Open source lock-in

With the release of MySQL 4.0, the licensing policy of the wildly popular open source database underwent a subtle change. The code libraries that client programs use to access the native MySQL API, formerly licensed under the LGPL (Lesser General Public License), were converted to the GPL. The LGPL was designed to exempt "nonfree" programs that link against open source libraries from the GPL's strong requirement to release source code. The purpose of the LGPL, according to the Free Software Foundation, is "to encourage the widest possible use of a certain library, so that it becomes a de-facto standard." And indeed, MySQL has become the database pillar of the so-called LAMP platform, whose acronym expands to Linux, Apache, MySQL, and the trio of Perl, Python, and PHP. [Full story at InfoWorld.com]
Here's an interesting bit of backstory. As originally filed, my use of the terms LGPL and GPL in the lead paragraph was backwards. Not because I don't know the difference, but because it's so darned easy to get yourself mixed up when talking about this stuff. The error got past my own proofreading, and got by several editorial checks as well, but was fortunately caught before it went to print. I'm tempted to say that the complexity of open source licensing can make your eyes bleed, and that's true, but I guess it applies to all software licensing. Oracle, for example, is apparently now offering licensing seminars where you go to learn, not how to use Oracle, but how to pay for it.

This week's column is only partly about licensing, though. It's also a cautionary tale about getting locked into database-specific access technologies. I referred to a posting by Kingsley Idehen which says, in part:

I have been an ardent ODBC supporter since its inception simply because data is timelessly important, and ODBC provides a critical solution for separating application logic from data repositories. There is a lot of SQL data driving mission critical business applications globally, and failure to comprehend ODBC's value proposition ultimately results in loss of control over Data, which is the foundation from which Information and Knowledge are derived.

You should never find yourself locked into any database vendor, programming language vendor, operating system vendor, or business application vendor, simply becuase you want exploit your own data. [Kingsley Idehen]

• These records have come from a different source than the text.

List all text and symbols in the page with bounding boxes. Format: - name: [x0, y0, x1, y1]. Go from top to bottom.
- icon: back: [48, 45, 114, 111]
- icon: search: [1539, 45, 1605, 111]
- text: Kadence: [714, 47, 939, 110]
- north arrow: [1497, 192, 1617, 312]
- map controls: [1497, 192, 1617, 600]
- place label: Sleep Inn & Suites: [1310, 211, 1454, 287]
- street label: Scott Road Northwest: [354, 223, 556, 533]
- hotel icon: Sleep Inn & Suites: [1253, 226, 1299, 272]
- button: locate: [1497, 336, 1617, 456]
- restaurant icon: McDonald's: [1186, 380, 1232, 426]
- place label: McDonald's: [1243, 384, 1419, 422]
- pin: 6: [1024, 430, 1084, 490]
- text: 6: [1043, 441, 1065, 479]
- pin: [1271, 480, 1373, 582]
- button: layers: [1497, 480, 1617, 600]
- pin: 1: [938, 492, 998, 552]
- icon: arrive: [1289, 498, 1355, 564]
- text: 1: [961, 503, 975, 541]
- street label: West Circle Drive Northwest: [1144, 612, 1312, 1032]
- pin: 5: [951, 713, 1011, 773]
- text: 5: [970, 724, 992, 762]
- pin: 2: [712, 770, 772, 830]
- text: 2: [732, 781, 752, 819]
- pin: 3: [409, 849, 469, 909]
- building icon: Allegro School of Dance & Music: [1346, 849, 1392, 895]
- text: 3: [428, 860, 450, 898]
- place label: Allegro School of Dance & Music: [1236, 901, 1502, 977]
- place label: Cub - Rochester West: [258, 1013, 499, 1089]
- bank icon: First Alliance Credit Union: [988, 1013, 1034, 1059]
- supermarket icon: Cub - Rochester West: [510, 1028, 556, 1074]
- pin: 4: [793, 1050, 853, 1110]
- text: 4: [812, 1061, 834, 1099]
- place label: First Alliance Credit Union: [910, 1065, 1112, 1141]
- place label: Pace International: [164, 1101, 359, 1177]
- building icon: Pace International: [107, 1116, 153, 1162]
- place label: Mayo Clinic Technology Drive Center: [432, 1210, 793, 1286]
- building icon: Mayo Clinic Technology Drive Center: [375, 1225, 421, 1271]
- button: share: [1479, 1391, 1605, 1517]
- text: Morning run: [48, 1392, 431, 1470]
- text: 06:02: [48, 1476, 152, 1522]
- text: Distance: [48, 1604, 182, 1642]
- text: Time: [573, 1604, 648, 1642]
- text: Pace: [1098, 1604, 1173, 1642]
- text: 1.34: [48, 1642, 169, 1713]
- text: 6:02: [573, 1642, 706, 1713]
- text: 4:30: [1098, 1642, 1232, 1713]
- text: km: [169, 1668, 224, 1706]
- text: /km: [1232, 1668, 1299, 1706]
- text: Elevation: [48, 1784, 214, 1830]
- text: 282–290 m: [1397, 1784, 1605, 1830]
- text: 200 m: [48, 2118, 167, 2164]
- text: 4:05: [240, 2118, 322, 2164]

As several readers correctly pointed out, there are different kinds of database-access lock-in. Technologies such as ODBC and JDBC are ways to avoid the kind of lock-in I was talking about about in the column; we might call that "transport" or "access" lock-in. Of course, abstraction at this level doesn't help at all with another kind of lock-in; let's call that "SQL dialect lock-in." One reader, Jim Penny, argued forcefully in email (quoted with permission) that the former is far less worrisome than the latter:

The transport layer is so easy to replace that lockin at this level is hardly an issue. It should be, at most, a replacement of two or three routines and a re-linkage. In any Unix program that cares about database independence, it should be as easy as selecting some Makefile or autoconf options. (ODBC is a single transport layer, and locking in to it is hardly different in degree of lockin to locking in to any other transport layer, JDBC, libpq, etc.)

The common subset problem is much larger. It is really hard to write efficient, working SQL for multiple backends, especially if you don't know in advance what set of databases need to be supported. Nobody really attempts to be 100% compliant with the standard(s), everyone has extensions, missing features, and quirks. I have in mind things like subselect support, 'in' support, representation of booleans and dates, cast format, blob support, and varchar support. In the more exotic realm, triggers, prepared statements, and procedural support vary wildly.

If transport layer independence were truly important, more people would be using something like SQL Relay. SQL Relay offers other advantages, as well. [Jim Penny]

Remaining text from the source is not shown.